Aktuelle Stunde

Bundestag debattiert über Wirtschafts- und Frei­handels­politik

Den Beschluss der Delegierten auf dem Parteitag von Bündnis 90/Die Grünen zum Europawahlprogramm am vergangenen Wochenende, das Mercosur-Freihandelsabkommen in der jetzigen Form nicht zu ratifizieren, hat die CDU/CSU-Fraktion im Bundestag zum Anlass genommen, am Mittwoch, 29. November 2023, eine Aktuelle Stunde unter dem Titel „Wirtschafts-Wende jetzt – Vorfahrt für Freihandel vor Parteipolitik“ zu beantragen. 

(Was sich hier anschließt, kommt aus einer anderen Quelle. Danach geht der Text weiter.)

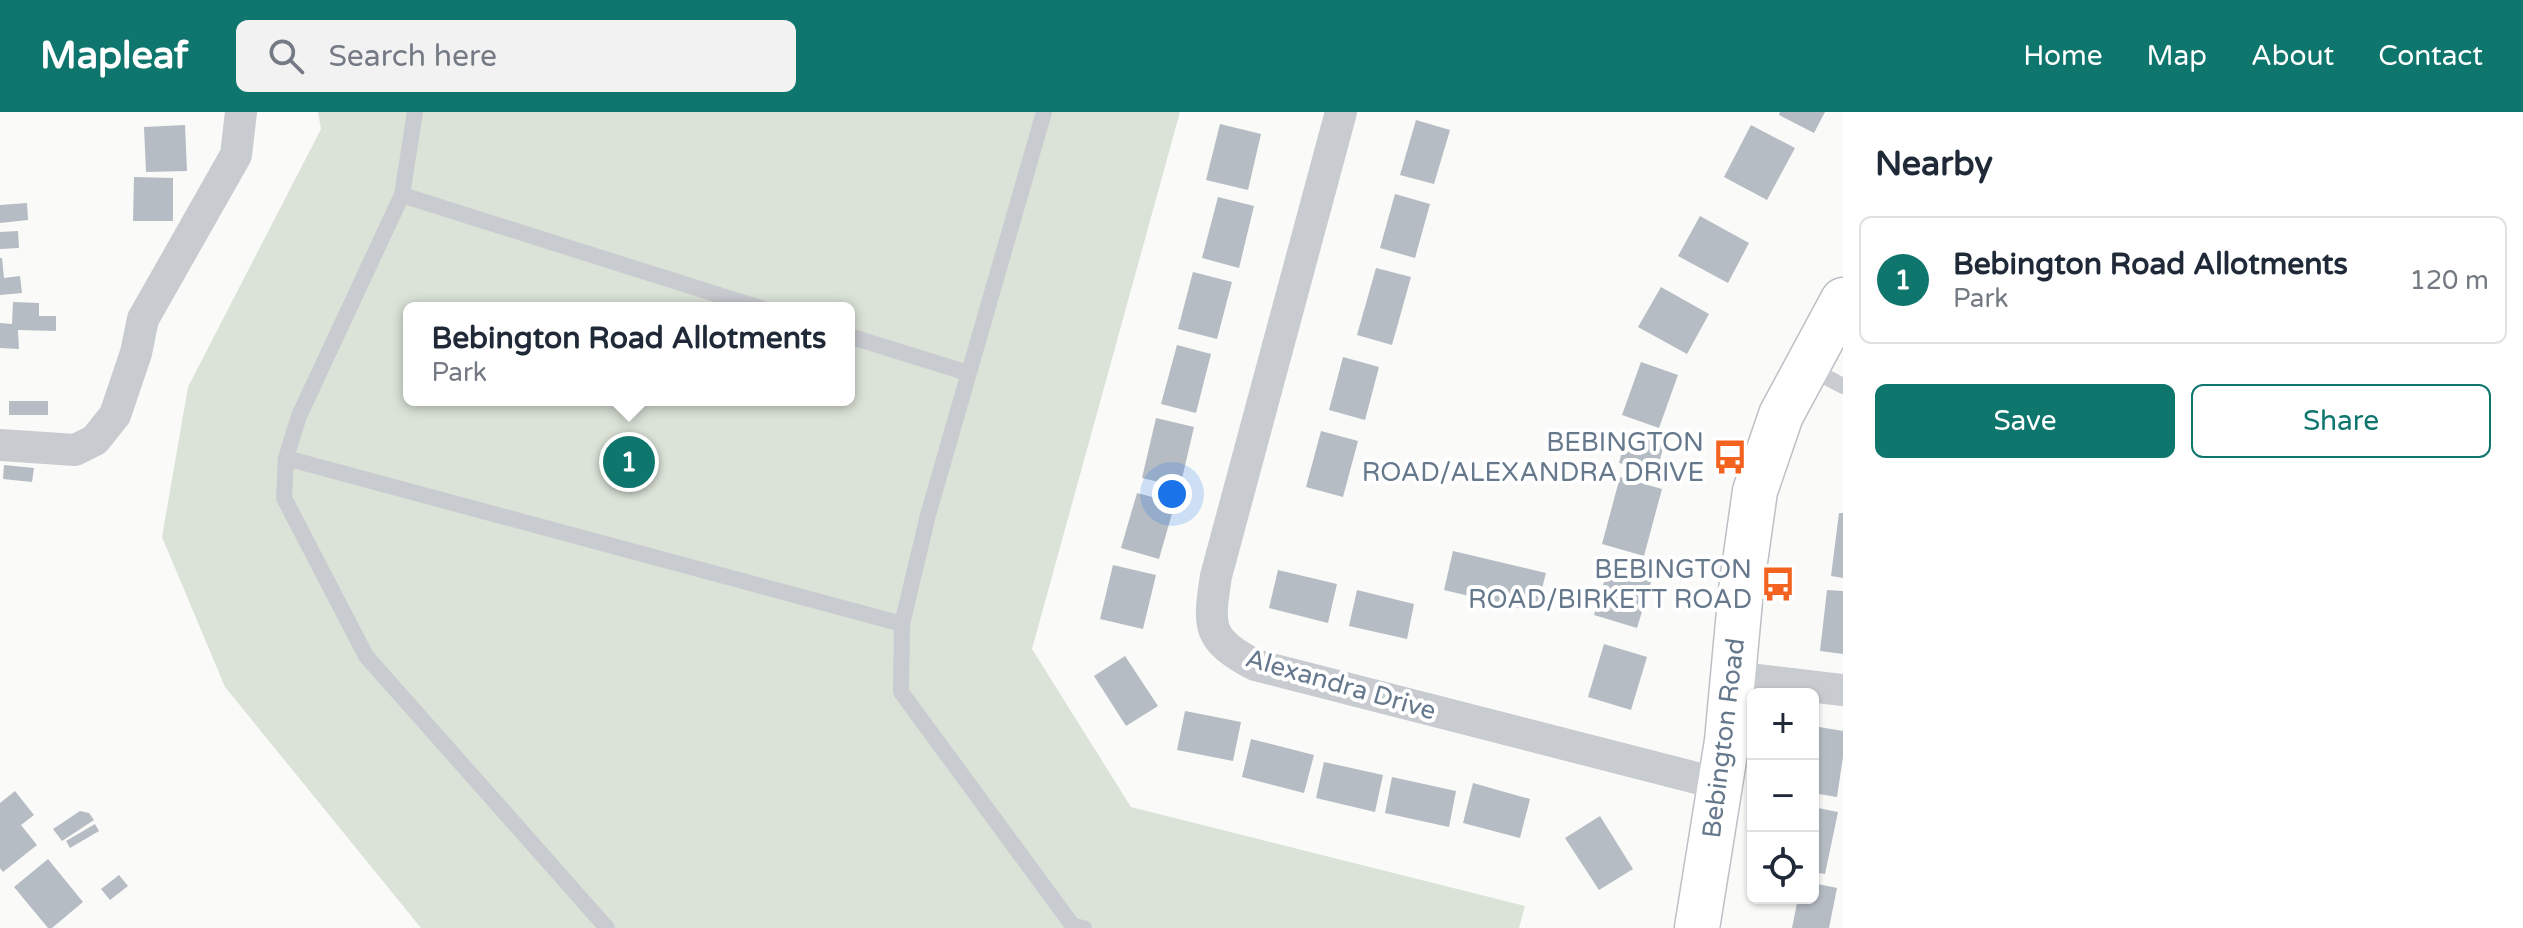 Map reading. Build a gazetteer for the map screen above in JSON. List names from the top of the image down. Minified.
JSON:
{"streets":{"main road":["Bebington Road"],"street":["Alexandra Drive"]},"crossings":[["Alexandra Drive","Bebington Road"]],"places":{"bus stop":["BEBINGTON ROAD/ALEXANDRA DRIVE","BEBINGTON ROAD/BIRKETT ROAD"]},"page":{"header":"Mapleaf","search":"Search here","nav":["Home","Map","About","Contact"],"heading":"Nearby","list":[{"mark":"1","name":"Bebington Road Allotments","note":"Park","value":"120 m"}],"popup":["Bebington Road Allotments","Park"],"buttons":["Save","Share"],"pins":"1","map_buttons":["+","−"]}}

Union warnt vor „historischem Versagen“

Jens Spahn (CDU/CSU) fragte, was der Beschluss des Grünen-Parteitags für die Verhandlungen über das Freihandelsabkommen mit den Mercosur-Staaten, zu denen unter anderen Brasilien, Argentinien und Paraguay gehören, bedeute. „Wenn der Beschluss der Grünen der Todesstoß für Mercosur war, dann wäre das ein historisches Versagen“, so Spahn. 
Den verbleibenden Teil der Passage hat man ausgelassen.